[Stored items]
▬▬▬▬▬▬
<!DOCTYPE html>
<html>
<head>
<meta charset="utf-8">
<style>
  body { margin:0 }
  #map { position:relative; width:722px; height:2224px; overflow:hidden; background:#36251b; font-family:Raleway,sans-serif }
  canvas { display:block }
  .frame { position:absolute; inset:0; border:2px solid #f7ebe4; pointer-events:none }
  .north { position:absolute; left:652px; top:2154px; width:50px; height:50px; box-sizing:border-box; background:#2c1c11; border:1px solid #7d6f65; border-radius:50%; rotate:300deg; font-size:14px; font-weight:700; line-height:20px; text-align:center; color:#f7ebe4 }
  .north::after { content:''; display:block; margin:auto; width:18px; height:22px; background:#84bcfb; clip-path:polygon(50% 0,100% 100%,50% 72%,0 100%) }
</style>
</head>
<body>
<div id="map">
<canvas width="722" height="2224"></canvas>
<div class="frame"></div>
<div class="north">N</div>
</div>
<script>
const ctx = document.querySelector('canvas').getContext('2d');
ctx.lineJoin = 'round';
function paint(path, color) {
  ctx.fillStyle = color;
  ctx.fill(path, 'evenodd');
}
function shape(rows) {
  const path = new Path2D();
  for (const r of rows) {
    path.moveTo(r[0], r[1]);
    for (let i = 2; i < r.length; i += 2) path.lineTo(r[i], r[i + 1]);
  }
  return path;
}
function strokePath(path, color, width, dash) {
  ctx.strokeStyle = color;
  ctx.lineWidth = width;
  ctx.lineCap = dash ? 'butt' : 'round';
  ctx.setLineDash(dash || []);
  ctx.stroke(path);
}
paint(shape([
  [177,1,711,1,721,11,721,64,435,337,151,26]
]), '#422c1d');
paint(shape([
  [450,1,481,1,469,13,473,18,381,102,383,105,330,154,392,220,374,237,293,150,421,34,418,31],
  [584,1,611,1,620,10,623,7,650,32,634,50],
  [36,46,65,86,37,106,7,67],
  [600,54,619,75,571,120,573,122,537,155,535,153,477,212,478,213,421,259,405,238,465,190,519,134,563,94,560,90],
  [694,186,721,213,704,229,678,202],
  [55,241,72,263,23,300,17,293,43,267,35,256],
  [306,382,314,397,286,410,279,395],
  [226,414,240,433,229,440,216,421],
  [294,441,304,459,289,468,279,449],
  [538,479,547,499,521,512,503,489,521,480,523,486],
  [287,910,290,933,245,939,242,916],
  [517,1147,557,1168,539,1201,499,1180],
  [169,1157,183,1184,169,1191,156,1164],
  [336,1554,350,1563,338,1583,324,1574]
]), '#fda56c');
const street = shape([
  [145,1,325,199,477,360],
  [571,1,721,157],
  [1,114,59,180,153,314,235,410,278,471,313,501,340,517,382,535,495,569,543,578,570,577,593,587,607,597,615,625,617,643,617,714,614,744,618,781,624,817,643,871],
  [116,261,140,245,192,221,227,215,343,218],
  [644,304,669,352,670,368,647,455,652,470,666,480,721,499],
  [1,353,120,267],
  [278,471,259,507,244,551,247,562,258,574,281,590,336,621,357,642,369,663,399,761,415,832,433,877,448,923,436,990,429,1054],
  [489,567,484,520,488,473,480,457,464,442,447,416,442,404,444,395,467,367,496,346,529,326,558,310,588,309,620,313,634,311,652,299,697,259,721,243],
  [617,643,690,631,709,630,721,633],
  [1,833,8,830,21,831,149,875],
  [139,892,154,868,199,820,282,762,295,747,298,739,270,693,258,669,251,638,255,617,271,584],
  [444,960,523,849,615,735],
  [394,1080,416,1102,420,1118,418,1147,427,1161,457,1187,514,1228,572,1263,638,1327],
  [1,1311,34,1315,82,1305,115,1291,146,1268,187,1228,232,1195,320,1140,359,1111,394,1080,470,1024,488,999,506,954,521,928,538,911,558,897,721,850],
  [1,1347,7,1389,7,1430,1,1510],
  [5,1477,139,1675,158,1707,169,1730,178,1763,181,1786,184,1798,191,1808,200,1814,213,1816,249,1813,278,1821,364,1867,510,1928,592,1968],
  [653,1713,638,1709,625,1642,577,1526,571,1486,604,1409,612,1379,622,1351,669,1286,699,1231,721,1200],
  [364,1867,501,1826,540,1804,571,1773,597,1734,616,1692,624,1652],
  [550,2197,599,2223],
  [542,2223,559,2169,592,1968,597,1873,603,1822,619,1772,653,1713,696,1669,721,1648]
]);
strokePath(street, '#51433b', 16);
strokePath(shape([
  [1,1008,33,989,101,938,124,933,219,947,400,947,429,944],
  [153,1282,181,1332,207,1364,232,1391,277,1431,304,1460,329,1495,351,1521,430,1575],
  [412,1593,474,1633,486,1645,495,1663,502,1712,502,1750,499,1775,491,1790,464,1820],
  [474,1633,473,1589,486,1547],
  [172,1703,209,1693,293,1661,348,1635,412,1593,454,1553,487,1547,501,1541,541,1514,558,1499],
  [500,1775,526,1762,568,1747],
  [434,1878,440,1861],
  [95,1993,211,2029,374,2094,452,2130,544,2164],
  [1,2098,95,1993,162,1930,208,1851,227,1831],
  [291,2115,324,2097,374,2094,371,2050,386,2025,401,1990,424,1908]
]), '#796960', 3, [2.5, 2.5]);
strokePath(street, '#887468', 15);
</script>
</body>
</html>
▬▬▬▬▬▬
» Your goal: Scan the records for the word "dash". Copy each line where it turns up.

» Answer to the exercise:
function strokePath(path, color, width, dash) {
  ctx.lineCap = dash ? 'butt' : 'round';
  ctx.setLineDash(dash || []);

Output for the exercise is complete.